The problem
Look through the material for lines with the word "white", and copy each one.

Study material

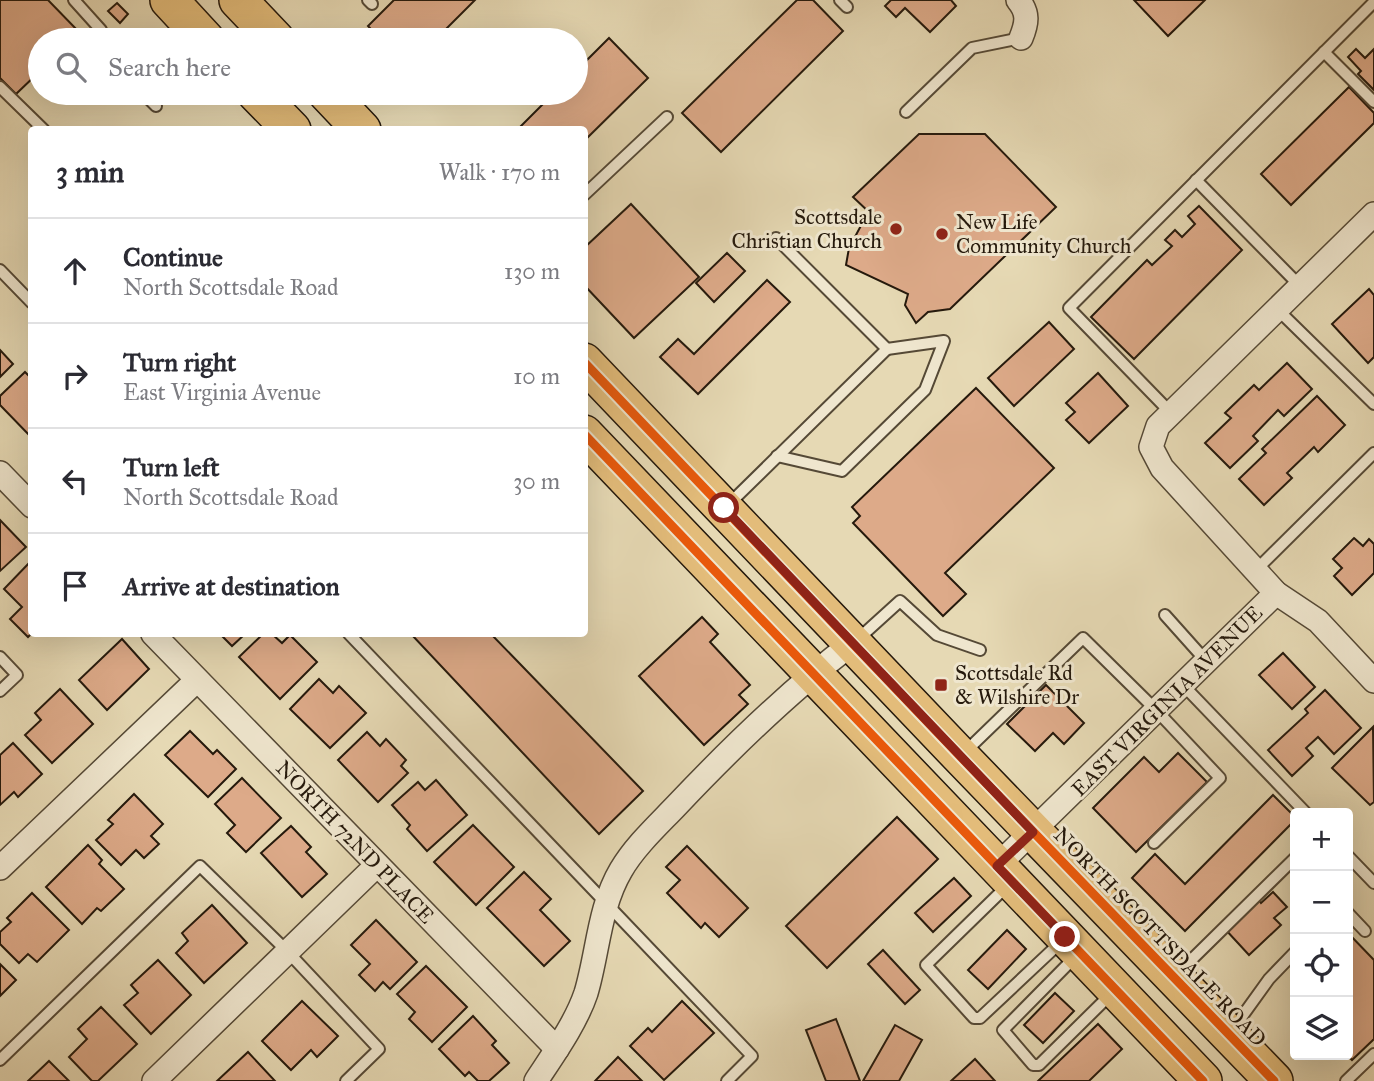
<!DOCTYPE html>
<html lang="en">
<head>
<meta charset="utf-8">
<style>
	body { margin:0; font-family:"IM FELL Great Primer",serif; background:#f7f7f7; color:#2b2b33 }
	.controls { position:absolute; right:21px; bottom:21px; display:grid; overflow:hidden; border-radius:7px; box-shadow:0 7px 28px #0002 }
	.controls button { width:63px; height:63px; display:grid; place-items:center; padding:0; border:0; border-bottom:2px solid #e1e1e2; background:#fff; color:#2b2b33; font:35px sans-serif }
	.stop { position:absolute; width:21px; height:21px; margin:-16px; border:5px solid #8f2418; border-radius:50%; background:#fff }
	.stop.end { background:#8f2418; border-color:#fff; box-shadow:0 2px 7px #0008 }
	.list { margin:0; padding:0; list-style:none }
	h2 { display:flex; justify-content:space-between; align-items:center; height:91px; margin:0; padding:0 28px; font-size:30px }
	h2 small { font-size:23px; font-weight:400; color:#7c7c81 }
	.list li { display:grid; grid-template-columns:46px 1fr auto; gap:21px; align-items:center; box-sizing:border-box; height:105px; padding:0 28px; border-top:2px solid #e1e1e2 }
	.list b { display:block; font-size:26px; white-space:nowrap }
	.list p { margin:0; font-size:23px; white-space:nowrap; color:#7c7c81 }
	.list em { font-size:23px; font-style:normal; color:#7c7c81 }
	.icon { flex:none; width:38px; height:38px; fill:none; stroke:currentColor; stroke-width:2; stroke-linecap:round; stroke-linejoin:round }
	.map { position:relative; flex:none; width:1374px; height:1081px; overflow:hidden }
	.search { position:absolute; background:#fff; box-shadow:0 7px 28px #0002; left:28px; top:28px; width:560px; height:77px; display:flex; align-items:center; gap:18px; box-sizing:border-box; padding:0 24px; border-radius:38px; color:#7c7c81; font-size:26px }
	.panel { position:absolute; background:#fff; box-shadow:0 7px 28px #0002; left:28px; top:126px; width:560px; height:511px; border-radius:7px }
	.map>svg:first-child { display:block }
	.building { fill:#ddaa89; stroke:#25190c; stroke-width:2 }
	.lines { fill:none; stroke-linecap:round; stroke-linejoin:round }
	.service-casing { stroke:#554936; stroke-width:14 }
	.minor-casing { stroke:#554936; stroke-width:26 }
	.primary-casing { stroke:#25190c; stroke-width:40 }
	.service { stroke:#efe6ce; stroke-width:10 }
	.minor { stroke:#efe6ce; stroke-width:23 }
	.primary { stroke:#e3bc7a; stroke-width:37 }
	.cycleway-casing { stroke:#efe6ce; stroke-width:13 }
	.cycleway { stroke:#e8590c; stroke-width:9 }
	.route { stroke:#8f2418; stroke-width:9 }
	.poi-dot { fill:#8f2418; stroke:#efe6ce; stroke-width:2.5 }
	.labels { text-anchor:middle; stroke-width:6; stroke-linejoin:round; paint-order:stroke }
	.poi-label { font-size:21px; fill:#25190c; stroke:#efe6ce; text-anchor:start }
	.street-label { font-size:21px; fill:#25190c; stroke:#efe6ce }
</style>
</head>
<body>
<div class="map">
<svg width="1374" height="1081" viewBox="0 0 1374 1081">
	<rect width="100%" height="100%" fill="#e6d9b4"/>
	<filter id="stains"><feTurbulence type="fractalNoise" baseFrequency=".00286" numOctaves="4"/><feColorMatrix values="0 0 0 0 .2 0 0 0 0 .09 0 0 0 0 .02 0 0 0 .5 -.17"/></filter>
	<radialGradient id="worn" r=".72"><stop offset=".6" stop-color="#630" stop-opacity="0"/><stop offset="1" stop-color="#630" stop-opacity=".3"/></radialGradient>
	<g class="building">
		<polygon points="0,0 48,0 80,33 72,40 40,40 40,71 16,94 0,78"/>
		<polygon points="394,0 475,0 435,40 381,40 368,26"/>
		<polygon points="797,0 813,0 843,31 721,152 682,113"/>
		<polygon points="891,0 951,0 956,6 930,32 905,8 896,17 885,6"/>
		<polygon points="1134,0 1205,0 1168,36"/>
		<polygon points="117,3 128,14 120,23 108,11"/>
		<polygon points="609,38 648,78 584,141 584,130 517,130 554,93 576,93 576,71"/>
		<polygon points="1356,49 1365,58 1374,49 1374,90 1358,74 1361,71 1348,57"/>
		<polygon points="1349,87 1374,113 1374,123 1291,205 1261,174"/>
		<polygon points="919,134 985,134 1056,207 950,309 928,312 916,323 905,305 908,294 846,265 849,248 864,220 871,214 853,197"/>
		<polygon points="631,204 699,277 634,338 584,285 584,248"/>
		<polygon points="1199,206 1242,250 1134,359 1091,317 1147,260 1152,265 1172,246 1165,240 1175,230 1182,237 1195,224 1188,216"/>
		<polygon points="727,253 745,271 714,302 696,283"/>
		<polygon points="767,280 790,302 698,394 660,357 678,339 694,354"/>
		<polygon points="1369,289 1374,295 1374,357 1368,363 1332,324"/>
		<polygon points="1049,322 1074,349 1014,406 988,378"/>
		<polygon points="0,350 13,364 0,377"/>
		<polygon points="1287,363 1312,389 1284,416 1278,410 1253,436 1258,441 1230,468 1205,443 1231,418 1225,413 1254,385 1259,390"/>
		<polygon points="25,372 32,379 32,438 0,405 0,396"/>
		<polygon points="1098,373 1128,406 1089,443 1066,420 1075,412 1066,403"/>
		<polygon points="976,388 1054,468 945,573 966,594 943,616 853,523 860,516 852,507"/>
		<polygon points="1317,396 1345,425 1318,452 1314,447 1287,473 1292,478 1264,505 1239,479 1266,453 1262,449"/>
		<polygon points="0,520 26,547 0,571"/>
		<polygon points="1354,538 1363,546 1369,539 1374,544 1374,573 1352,595 1334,576 1342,568 1333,559"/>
		<polygon points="31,561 32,633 28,637 10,619 22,607 4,589"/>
		<polygon points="702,617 718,634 710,642 750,685 739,695 748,704 704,745 639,676"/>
		<polygon points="220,634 245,634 232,646"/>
		<polygon points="263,634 272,634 282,643 290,635 317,662 280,699 239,657"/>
		<polygon points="411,634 491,634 643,791 599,834"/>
		<polygon points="122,639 149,669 107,710 79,680"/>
		<polygon points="1283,653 1315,687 1292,709 1259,675"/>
		<polygon points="319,679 333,693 339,686 366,713 330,748 290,709"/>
		<polygon points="1046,685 1084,723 1064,744 1053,733 1035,751 1007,724"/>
		<polygon points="60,689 93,724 52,763 25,735 41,720 35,713"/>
		<polygon points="1325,690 1361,728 1334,754 1318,737 1306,748 1313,756 1292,776 1268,750 1308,713 1305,709"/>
		<polygon points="1373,727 1374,802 1370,805 1332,768"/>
		<polygon points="190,731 213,754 217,750 236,769 208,797 165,755"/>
		<polygon points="367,732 380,746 386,739 406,760 401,766 408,773 378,802 338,760"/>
		<polygon points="13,743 42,774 18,797 14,792 0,805 0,755"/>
		<polygon points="1178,753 1207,782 1136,852 1093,808 1144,757 1159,772"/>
		<polygon points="242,778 281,818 246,852 227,833 235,825 215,804"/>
		<polygon points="436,780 467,815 427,851 407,829 410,825 392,805 418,782 425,790"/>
		<polygon points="134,794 163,824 151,836 159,844 144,858 136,850 121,865 96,840 113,824 108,820"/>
		<polygon points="1273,795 1295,817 1295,820 1185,931 1132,878 1155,854 1185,884"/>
		<polygon points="897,817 938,859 827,968 786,926"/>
		<polygon points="473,825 514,867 476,905 434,862"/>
		<polygon points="291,826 311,847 306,852 327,874 302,897 261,853"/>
		<polygon points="88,845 102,860 99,864 124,889 101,911 97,908 82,924 46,887"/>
		<polygon points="687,846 748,908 719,937 705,923 701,928 667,893 680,880 666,867"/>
		<polygon points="524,872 551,899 540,910 570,941 544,966 487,908"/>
		<polygon points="954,878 971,896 933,932 915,913"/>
		<polygon points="1273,892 1287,907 1274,918 1281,925 1249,955 1225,929 1258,899 1261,903"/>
		<polygon points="32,893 69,930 37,962 28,954 19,963 0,944 0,932 11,922 7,918"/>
		<polygon points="212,905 247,943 204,983 176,953 188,941 182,933"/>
		<polygon points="376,920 417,962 390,989 383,982 375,991 359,975 370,964 351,945"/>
		<polygon points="1007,930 1026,949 988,989 968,970"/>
		<polygon points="1348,933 1374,960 1374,1039 1352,1060 1347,1055"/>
		<polygon points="883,950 920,990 905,1004 868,964"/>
		<polygon points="158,960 191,995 151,1034 124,1005 138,993 131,985"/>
		<polygon points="0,964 16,980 0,996"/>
		<polygon points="426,966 467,1007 432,1042 409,1019 415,1012 397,994"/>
		<polygon points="1055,993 1074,1011 1043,1043 1024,1025"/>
		<polygon points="302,1001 338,1036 317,1057 311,1050 291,1070 262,1041"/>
		<polygon points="682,1001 714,1033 664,1080 630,1046 648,1028 652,1032"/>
		<polygon points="101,1007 137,1044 98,1081 92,1081 69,1057 87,1039 78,1029"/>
		<polygon points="473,1016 496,1041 492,1045 509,1063 489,1081 478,1081 469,1072 465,1076 439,1049"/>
		<polygon points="836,1019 860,1081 826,1081 806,1030"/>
		<polygon points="1098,1024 1122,1049 1089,1081 1038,1081"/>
		<polygon points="895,1025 922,1040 899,1081 863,1081"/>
		<polygon points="248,1052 275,1081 217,1081"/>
		<polygon points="618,1057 642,1081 595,1081"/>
		<polygon points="975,1059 995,1081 951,1081"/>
		<polygon points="49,1061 69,1081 28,1081"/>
	</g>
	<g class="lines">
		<defs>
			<g id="service">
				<polyline points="74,0 101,30 105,40"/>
				<polyline points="368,0 372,4"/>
				<polyline points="840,0 847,7"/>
				<polyline points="1324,52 1374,102"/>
				<polyline points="0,87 44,130"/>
				<polyline points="143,93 156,106"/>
				<polyline points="906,112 972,48 1021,38"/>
				<polyline points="1196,180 1300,286"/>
				<polyline points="584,195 667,117"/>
				<polyline points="0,270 32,303"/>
				<polyline points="1277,309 1374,404"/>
				<polyline points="1171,413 1069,308 1374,2"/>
				<polyline points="777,456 842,471 925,390 944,341 887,349"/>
				<polyline points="729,504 887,349 776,238"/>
				<polyline points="1255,571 1374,453"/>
				<polyline points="1165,615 1207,662"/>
				<polyline points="349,634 752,1056 727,1081"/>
				<polyline points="857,640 900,601 937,635 980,650"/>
				<polyline points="0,657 17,675 0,691"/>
				<polyline points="1183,685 1306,813"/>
				<polyline points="964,753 1083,638 1157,711 1220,778 1154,843"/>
				<polyline points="1348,856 1374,883"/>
				<polyline points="1007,886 926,965 974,1018 980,1018 1063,940"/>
				<polyline points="1348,913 1365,931"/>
				<polyline points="1075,957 1003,1030 1033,1065 1039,1065 1111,994"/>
				<polyline points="1178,973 1295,858"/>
				<polyline points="1233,1029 1269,979 1295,952"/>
				<polyline points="0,1060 200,866 287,951 379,1049 346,1081"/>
				<polyline points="1346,1081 1374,1054"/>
			</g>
			<g id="minor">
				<path d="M1018,0C1029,13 1027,23 1021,38"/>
				<polyline points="1374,214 1158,426 1151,447 1162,468 1276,593 1318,621 1374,681"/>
				<polyline points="0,473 32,506"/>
				<polyline points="153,634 557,1049"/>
				<polyline points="997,866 1276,593"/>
				<polyline points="0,868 197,680"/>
				<polyline points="154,1081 377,865"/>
				<path d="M536,1081C553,1055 576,1023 586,993C598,953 599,907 621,870C635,846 658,825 677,805C731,748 790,690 853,643"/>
			</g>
			<g id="primary">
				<polyline points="169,0 206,40"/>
				<polyline points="238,0 276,40"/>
				<polyline points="256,93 292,130"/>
				<polyline points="327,93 362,130"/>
				<polyline points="584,362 960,756 1274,1081"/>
				<polyline points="584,434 1203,1081"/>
			</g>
		</defs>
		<use href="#service" class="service-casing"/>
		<use href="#minor" class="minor-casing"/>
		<use href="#primary" class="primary-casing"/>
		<use href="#service" class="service"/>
		<use href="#minor" class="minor"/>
		<use href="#primary" class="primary"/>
		<defs>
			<g id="cycleway">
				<polyline points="584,362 960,756 1274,1081"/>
				<polyline points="584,434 1203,1081"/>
			</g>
		</defs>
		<use href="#cycleway" class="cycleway-casing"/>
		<use href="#cycleway" class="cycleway"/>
	</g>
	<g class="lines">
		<polyline class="route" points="724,508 1033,832 997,866 1065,937"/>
	</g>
	<g class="poi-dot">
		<circle cx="896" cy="229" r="7"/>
		<circle cx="942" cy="234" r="7"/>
		<rect x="934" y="678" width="14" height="14" rx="3.5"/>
	</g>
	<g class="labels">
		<g class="poi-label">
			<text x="882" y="224" text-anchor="end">Scottsdale<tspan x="882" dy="24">Christian Church</tspan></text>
			<text x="956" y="229">New Life<tspan x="956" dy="24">Community Church</tspan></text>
			<text x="955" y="680">Scottsdale Rd<tspan x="955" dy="24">&amp; Wilshire Dr</tspan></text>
		</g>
		<g class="street-label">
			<text transform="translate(1167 701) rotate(-45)" y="7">EAST VIRGINIA AVENUE</text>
			<text transform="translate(355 842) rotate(46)" y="7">NORTH 72ND PLACE</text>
			<text transform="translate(1160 937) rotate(46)" y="7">NORTH SCOTTSDALE ROAD</text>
		</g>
	</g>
	<rect width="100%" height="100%" filter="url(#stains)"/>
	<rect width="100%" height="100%" fill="url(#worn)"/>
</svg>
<div class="controls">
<button>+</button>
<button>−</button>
<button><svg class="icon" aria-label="locate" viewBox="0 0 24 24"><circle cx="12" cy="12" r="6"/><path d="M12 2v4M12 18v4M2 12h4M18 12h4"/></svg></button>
<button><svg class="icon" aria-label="layers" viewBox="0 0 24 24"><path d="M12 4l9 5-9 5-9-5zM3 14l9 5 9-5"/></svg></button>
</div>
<div class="stop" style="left:724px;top:508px"></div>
<div class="stop end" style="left:1065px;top:937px"></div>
<div class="search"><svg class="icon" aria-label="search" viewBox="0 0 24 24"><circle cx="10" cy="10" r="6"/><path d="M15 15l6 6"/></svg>Search here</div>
<section class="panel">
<h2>3 min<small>Walk · 170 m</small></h2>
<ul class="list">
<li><svg class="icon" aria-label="ahead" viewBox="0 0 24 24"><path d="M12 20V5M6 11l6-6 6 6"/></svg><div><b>Continue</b><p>North Scottsdale Road</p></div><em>130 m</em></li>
<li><svg class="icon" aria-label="right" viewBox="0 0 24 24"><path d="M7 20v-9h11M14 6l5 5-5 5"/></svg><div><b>Turn right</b><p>East Virginia Avenue</p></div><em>10 m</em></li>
<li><svg class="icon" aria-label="left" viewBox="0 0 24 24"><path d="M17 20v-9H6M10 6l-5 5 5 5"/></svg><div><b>Turn left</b><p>North Scottsdale Road</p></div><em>30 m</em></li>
<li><svg class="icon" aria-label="arrive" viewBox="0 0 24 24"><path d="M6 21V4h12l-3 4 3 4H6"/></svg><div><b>Arrive at destination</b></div></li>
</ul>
</section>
</div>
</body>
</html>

Answer space
	.list b { display:block; font-size:26px; white-space:nowrap }
	.list p { margin:0; font-size:23px; white-space:nowrap; color:#7c7c81 }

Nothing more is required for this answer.